The most significant types of databases are listed below. Most databases encountered in the real world are relational but each has its own characteristics that need to be explained.

Flat Databases

This variety is the simplest to program and contains the least amount of structure. A single flat file comprised of one table can be the source of data in a flat database. A comma-separated file of names, e-mail addresses, and numbers is an example of a simple flat database. This works fine with a small collection of information. Problems with this kind of database come to light when a flat file starts to grow larger. Flat files generally waste space as a result of their structure, so queries can take much longer as the file gains weight. In addition, they are not suited for complex queries since a program must make separate searches through the data, then sort through everything to deliver results. You might recall from history classes that people once believed the world was flat. Flat databases share a similar flat view of the database world, so they are limited to simple tasks. The flexibility of other types of databases solves these problems.

Hierarchical Databases

Similar to the file management technique used on PCs, hierarchical databases contain an upside-down tree where one table resides at the top and others branch out from beneath it. Connected by links known as pointers, so-called parent and child tables form the relationships in this kind of database. This is a good memory aid as parent tables can have many children but a child table can only have one parent. This model is an improvement over flat databases but there are still problems with data redundancy. One-to-many relationships work well with the hierarchical model.

Relational Databases

As we discussed, the concept of relations is the driving force of this popular database model. The actual placement of relations in this type of database is insignificant because they are referenced by name and connected by dynamic relationships. Opposed the hierarchical model, a user need not know the structure of a relational database to access or modify it. This model makes efficient use of the space it's allocated because redundancy is kept to a minimum. It also enables complex queries that take full advantage of the inter-connected tuples and relations. Remember that tuples and relations are synonymous with rows and tables. With the assistance of detailed metadata, relational databases offer outstanding database administration utilities.

Object-oriented Databases

Developed to blend nicely with object-oriented programming languages such as Java and C++, object-oriented database (ODB) technology offers advantages for programmers. Because the database programming is done in an object-oriented language native to the database itself, it does not require translation and you end up writing less code. Another benefit of this model is a reduction in maintenance. The systems used to manage ODBs are called object database management systems (ODBMSes). ODBs can operate at higher speeds than relational databases, but they are not as widely used. Some technologies can incorporate object and relational databases into a unified system, called an object-relational database. ODB's use data models that classify objects and give them unique properties. They also support encapsulation and the use of object identifiers (OIDs). One popular method for establishing relationships in an ODB is called inheritance. This is when objects of one subclass inherit properties from objects of a higher class (or superclass).

Network Databases

Lending itself well to many-to-many relationships, the network database model relates data groups to each via named sets. Similar to hierarchical databases, network databases support the parent-child model but children in network databases can have more than one parent.

Note 

Different database models establish relationships in different manners. Relational databases use relations. Hierarchical and network databases use hierarchies of parents and children. In object-oriented databases, objects inherit classes from higher-level objects.

Data Warehousing

Before data can be mined, which we'll learn about shortly, it must be collected in one place. A data warehouse is a central storage area for relevant business, production, and customer data. Supplied by a mainframe server, warehouses generally contain historical information pertaining to the business activities of an organization. Because a data warehouse is constructed for the purpose of finding trends, by design, they facilitate data analysis. In order to keep a warehouse up-to-date, its contents must be maintained (or scrubbed) to remove irrelevant and outdated information.

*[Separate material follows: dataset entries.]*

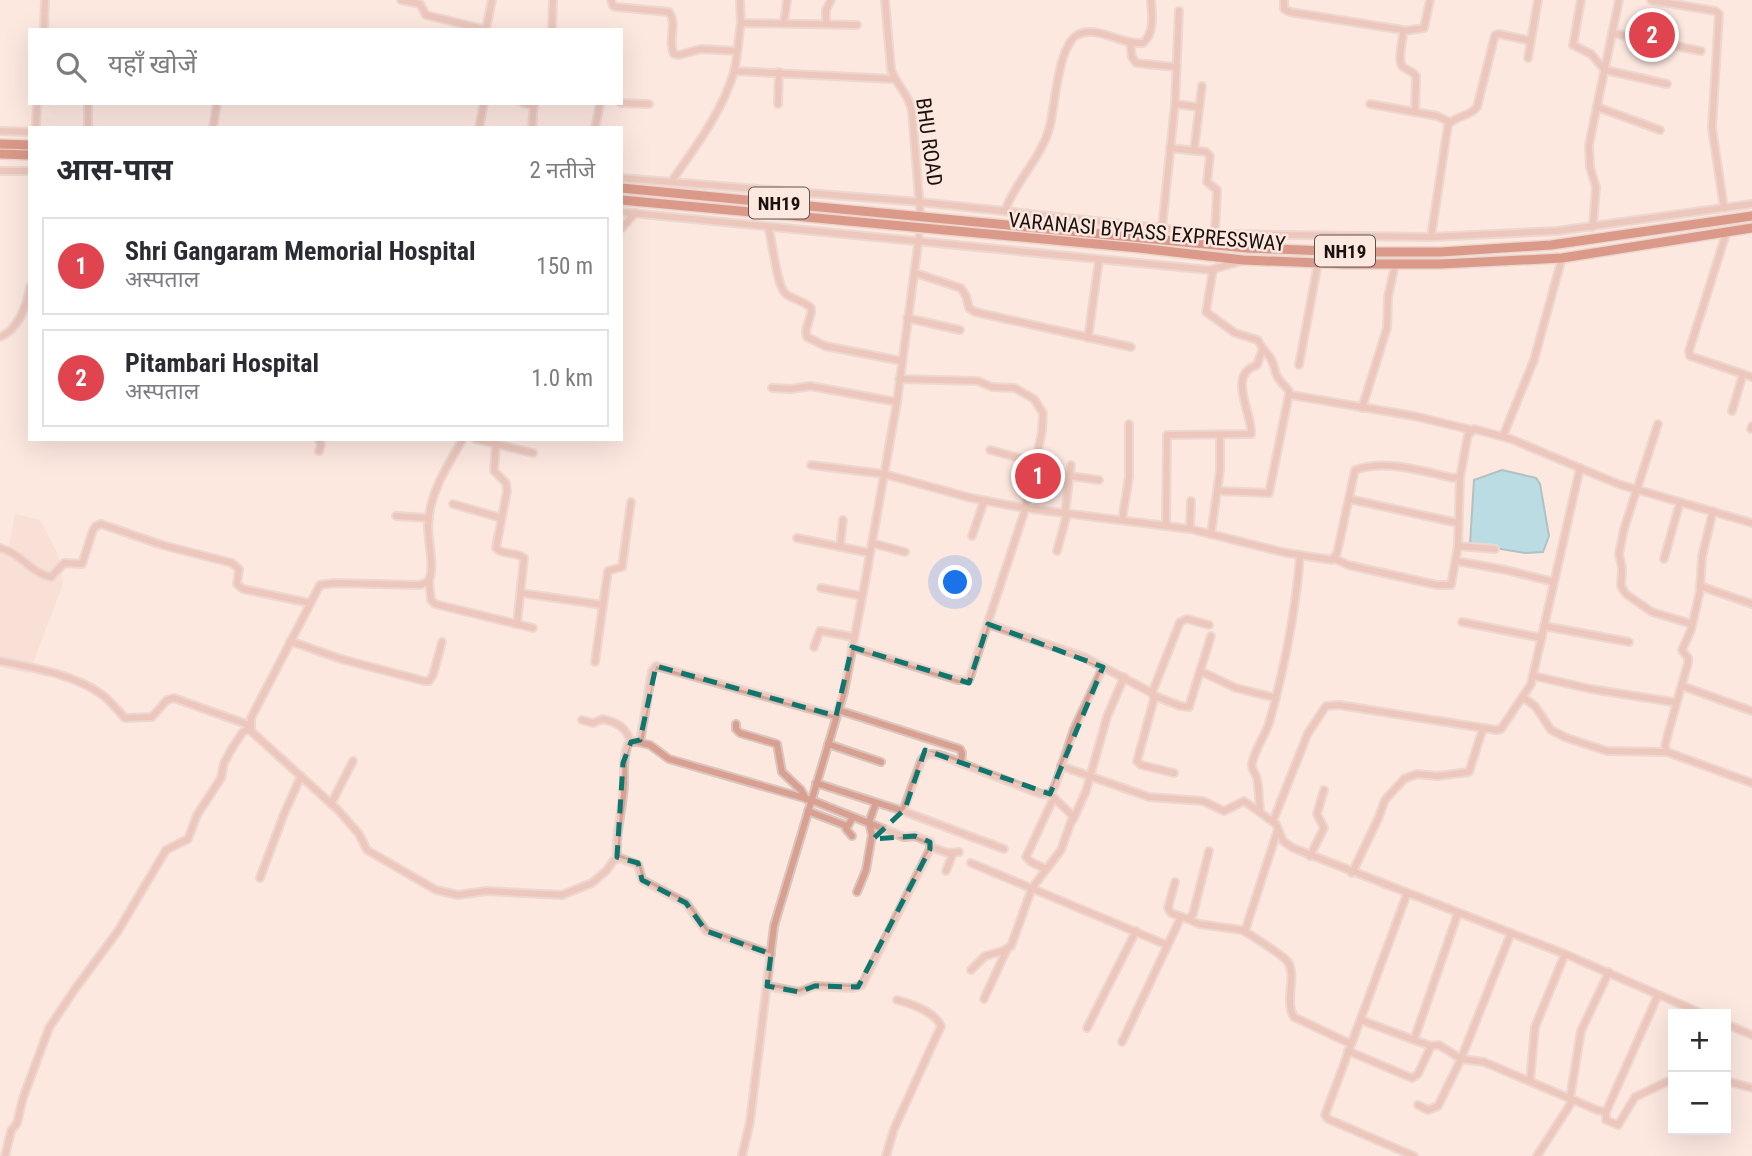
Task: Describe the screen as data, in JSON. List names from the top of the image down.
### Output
{
  "streets": {
    "highway": ["NH19", "VARANASI BYPASS EXPRESSWAY"],
    "street": ["BHU ROAD"]
  },
  "page": {
    "pins": ["2", "1"],
    "search": "यहाँ खोजें",
    "heading": ["आस-पास", "2 नतीजे"],
    "list": [
      {
        "mark": "1",
        "name": "Shri Gangaram Memorial Hospital",
        "note": "अस्पताल",
        "value": "150 m"
      },
      {
        "mark": "2",
        "name": "Pitambari Hospital",
        "note": "अस्पताल",
        "value": "1.0 km"
      }
    ],
    "map_buttons": ["+", "−"]
  }
}
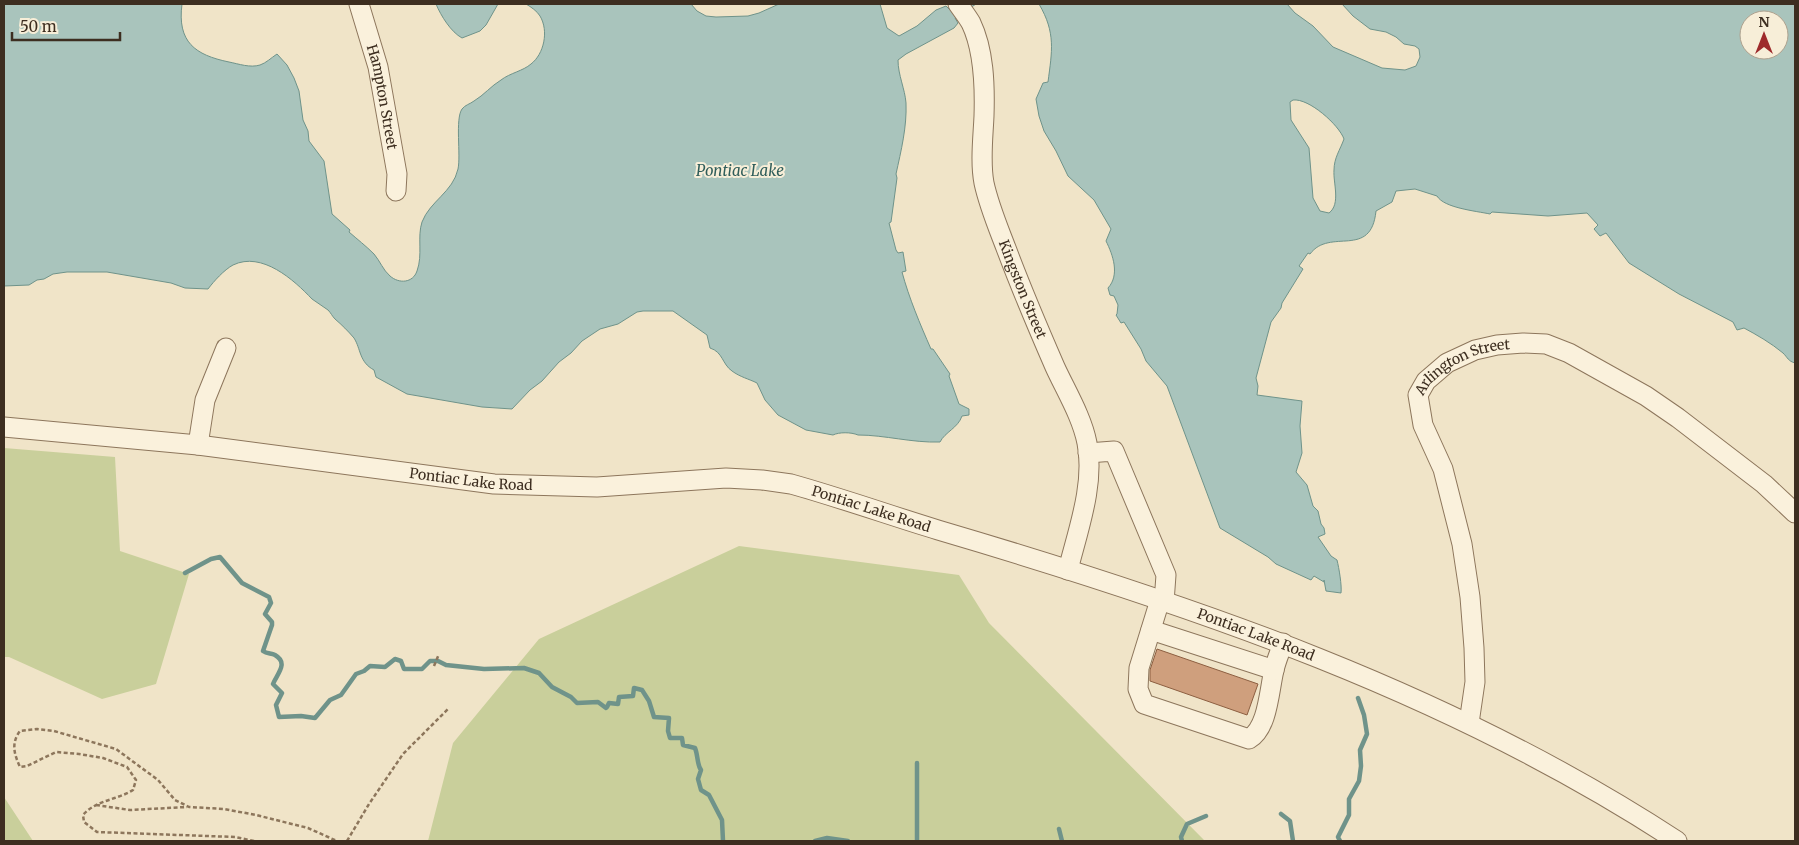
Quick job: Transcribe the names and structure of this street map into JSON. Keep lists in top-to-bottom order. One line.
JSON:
{"streets":{"street":["Hampton Street","Kingston Street","Arlington Street","Pontiac Lake Road"]},"crossings":[["Kingston Street","Pontiac Lake Road"],["Arlington Street","Pontiac Lake Road"]],"water":["Pontiac Lake"],"scale_bar":"50 m","north":"top"}
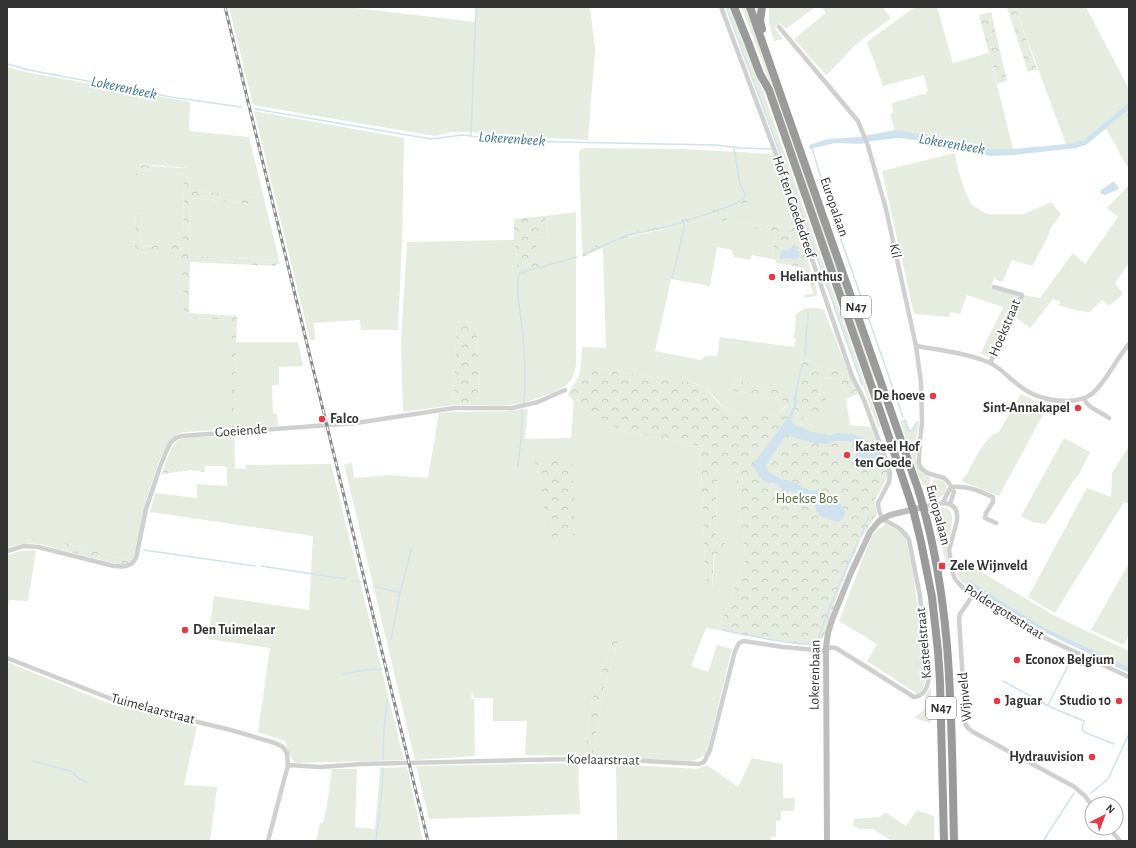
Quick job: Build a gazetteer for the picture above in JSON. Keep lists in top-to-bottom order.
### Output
{
  "streets": {
    "highway": ["Europalaan", "N47"],
    "street": [
      "Hof ten Goededreef",
      "Kil",
      "Hoekstraat",
      "Goeiende",
      "Poldergotestraat",
      "Kasteelstraat",
      "Lokerenbaan",
      "Wijnveld",
      "Tuimelaarstraat",
      "Koelaarstraat"
    ]
  },
  "crossings": [
    ["Hof ten Goededreef", "Kasteelstraat"],
    ["Hof ten Goededreef", "Lokerenbaan"],
    ["Europalaan", "Lokerenbaan"],
    ["Kil", "Hoekstraat"],
    ["Poldergotestraat", "Wijnveld"],
    ["Kasteelstraat", "Lokerenbaan"],
    ["Kasteelstraat", "Koelaarstraat"],
    ["Lokerenbaan", "Koelaarstraat"],
    ["Tuimelaarstraat", "Koelaarstraat"]
  ],
  "water": ["Lokerenbeek"],
  "parks": ["Hoekse Bos"],
  "places": {
    "other": [
      "Helianthus",
      "De hoeve",
      "Sint-Annakapel",
      "Falco",
      "Kasteel Hof ten Goede",
      "Den Tuimelaar",
      "Econox Belgium",
      "Jaguar",
      "Studio 10",
      "Hydrauvision"
    ],
    "transit": ["Zele Wijnveld"]
  },
  "north": "top right"
}
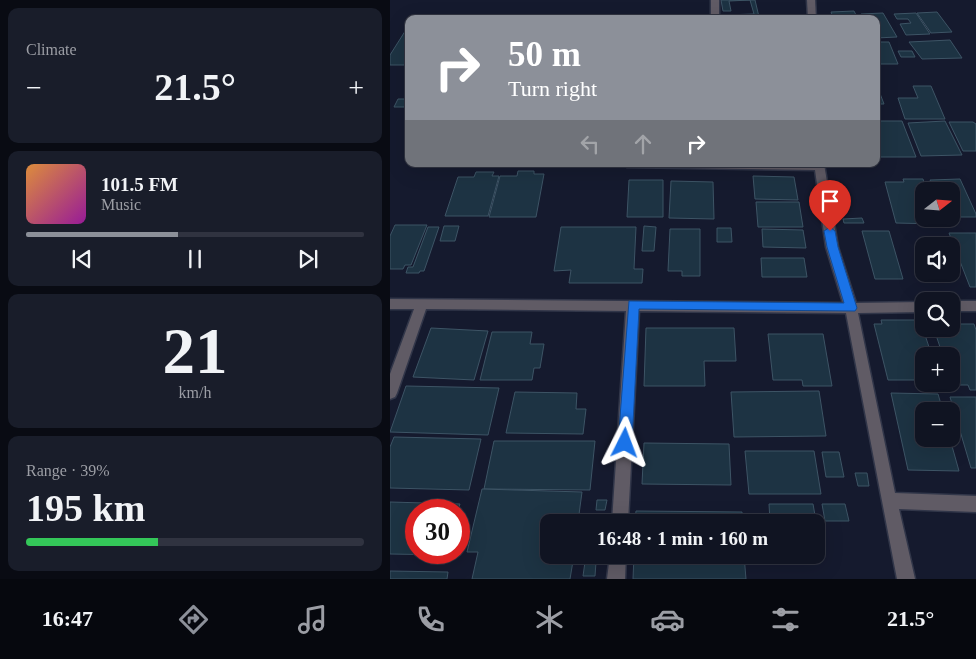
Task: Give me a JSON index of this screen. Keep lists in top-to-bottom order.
{
  "north": "right",
  "page": {
    "tile": [
      "Climate",
      ["21", "km/h"],
      ["Range · 39%", "195 km"]
    ],
    "turn": ["50 m", "Turn right"],
    "heat": ["−", "21.5°", "+"],
    "song": ["101.5 FM", "Music"],
    "map_buttons": ["+", "−"],
    "limit": "30",
    "trip": "16:48 · 1 min · 160 m",
    "tabs": ["16:47", "21.5°"]
  }
}
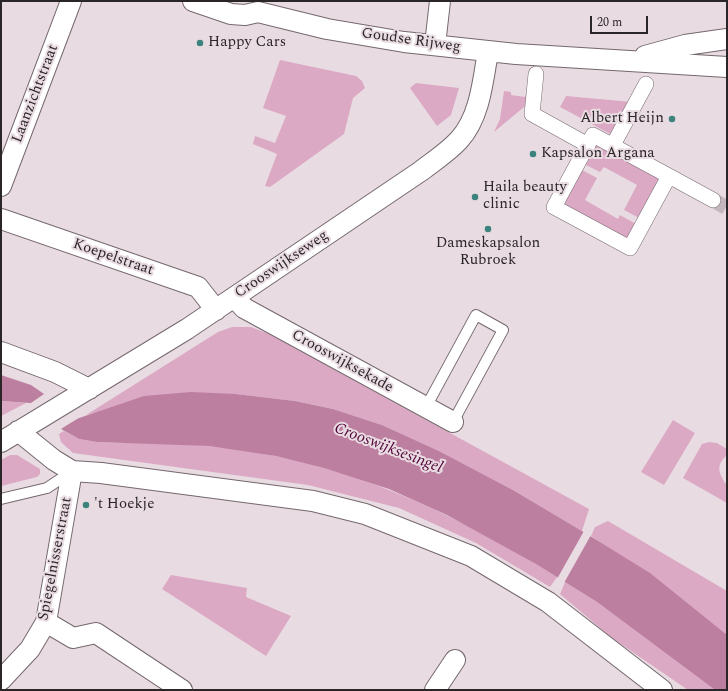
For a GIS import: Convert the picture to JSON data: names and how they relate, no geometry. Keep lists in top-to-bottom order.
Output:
{
  "streets": {
    "street": [
      "Goudse Rijweg",
      "Laanzichtstraat",
      "Koepelstraat",
      "Crooswijkseweg",
      "Crooswijksekade",
      "Spiegelnisserstraat"
    ]
  },
  "crossings": [
    ["Goudse Rijweg", "Crooswijkseweg"],
    ["Koepelstraat", "Crooswijkseweg"],
    ["Crooswijkseweg", "Crooswijksekade"]
  ],
  "water": ["Crooswijksesingel"],
  "places": [
    "Happy Cars",
    "Albert Heijn",
    "Kapsalon Argana",
    "Haila beauty clinic",
    "Dameskapsalon Rubroek",
    "'t Hoekje"
  ],
  "scale_bar": "20 m"
}
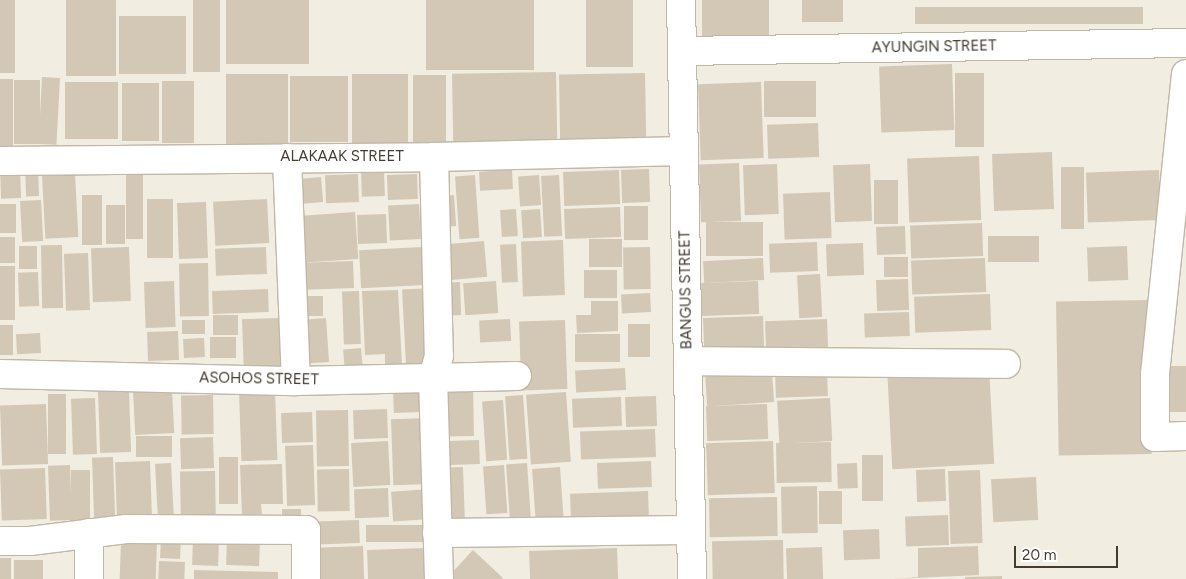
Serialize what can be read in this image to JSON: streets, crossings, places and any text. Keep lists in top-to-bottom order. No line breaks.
{"streets":{"street":["AYUNGIN STREET","ALAKAAK STREET","BANGUS STREET","ASOHOS STREET"]},"crossings":[["AYUNGIN STREET","BANGUS STREET"],["ALAKAAK STREET","BANGUS STREET"]],"scale_bar":"20 m"}
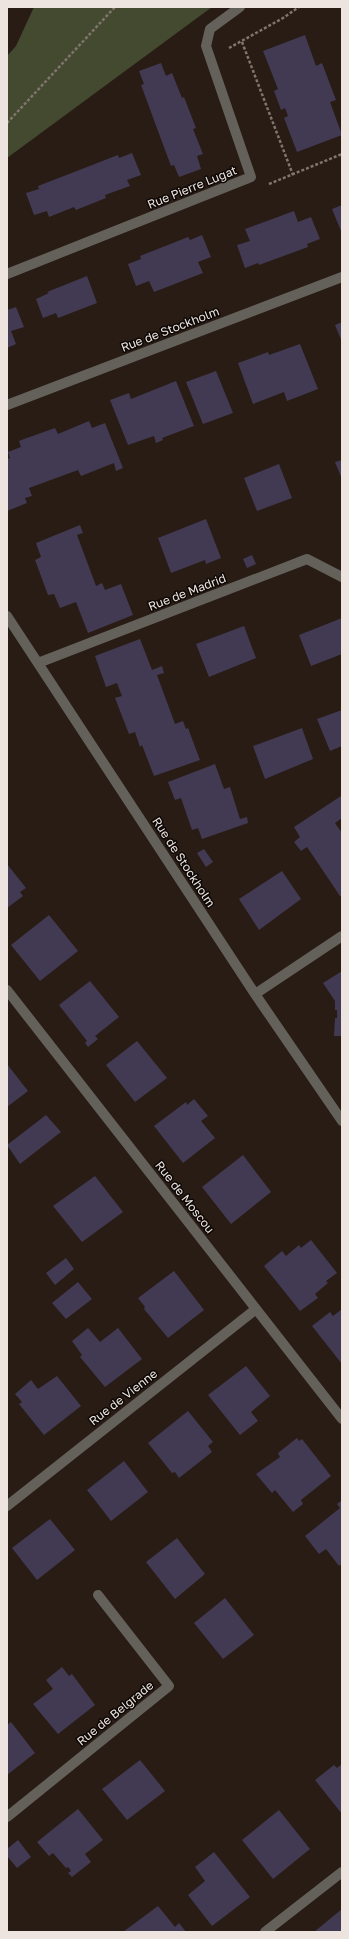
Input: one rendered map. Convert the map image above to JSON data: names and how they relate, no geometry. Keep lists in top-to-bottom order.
{
  "streets": {
    "street": [
      "Rue Pierre Lugat",
      "Rue de Stockholm",
      "Rue de Madrid",
      "Rue de Moscou",
      "Rue de Vienne",
      "Rue de Belgrade"
    ]
  },
  "crossings": [
    ["Rue de Stockholm", "Rue de Madrid"],
    ["Rue de Moscou", "Rue de Vienne"]
  ]
}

The term data mart is often heard in the discussion of data warehousing. To avoid mixing the two up, keep in mind that a data mart, which can be derived from a data warehouse, is where metadata is stored. A data warehouse is where the actual databases are stored and does not contain metadata.

Another similar term to look out for is data dictionary. Comprised of database details and other management or accounting information, data dictionaries are set aside for use by system developers and are typically concealed to prohibit user intervention. The data dictionary is also the predecessor of the data encyclopedia, which contains even more information and is used in data modeling procedures.

Note 

Data warehouses supply data mining applications with a stockpile of historical information.

Data Mining

While warehousing stores data, data mining aims to make sense of this data by finding the hidden correlations buried within. Data mining techniques facilitate the analysis of large amounts of information-such as historical business data-in order to extract patterns, relationships, and trends. Although data mining is being put to use in many fields, it's enjoying widespread use in the e-commerce arena. The idea is that through the use of specialized algorithms, mining applications can sort through heaps of data and uncover connections that are invisible to a human analyst. This can be extremely useful to online retailers, for instance, by determining their customers' purchasing patterns.

Through its complex procedures, data mining programs can quickly answer specific questions such as, Who is likely to buy more expensive items and at what time of year? What purchases can be expected next year from buyers of coffee machines in Rhode Island? Through analysis of sales history and comparison of all the related data, these and other more intricate questions can be answered. The Holy Grail of data mining is not as easy to obtain as it is to explain. Specialized mining techniques require quite a bit of planning and work. One must first have a clear, concise idea of which particular pattern or trend needs to be uncovered. Numerous companies are devising ways to offer custom-tailored data mining services to other businesses as this process gains popularity. Data mining is expected to grow by leaps and bounds in the coming years, which will inevitably result in more effective applications that are easier to implement. The components of the data mining process that you should know well are listed shortly. Mining attempts to expose hidden information in data such as the following:

  • Associations: This involves the effort to uncover events that are interconnected, such as how often computer buyers include a new monitor with their purchase.

  • Classifications: This involves the search for new patterns in the chaos that result in a restructuring of the existing data.

  • Clusters: This involves the search for previously unknown sets of facts. Cluster data is usually accompanied by visual representations that display these uncovered groups of facts.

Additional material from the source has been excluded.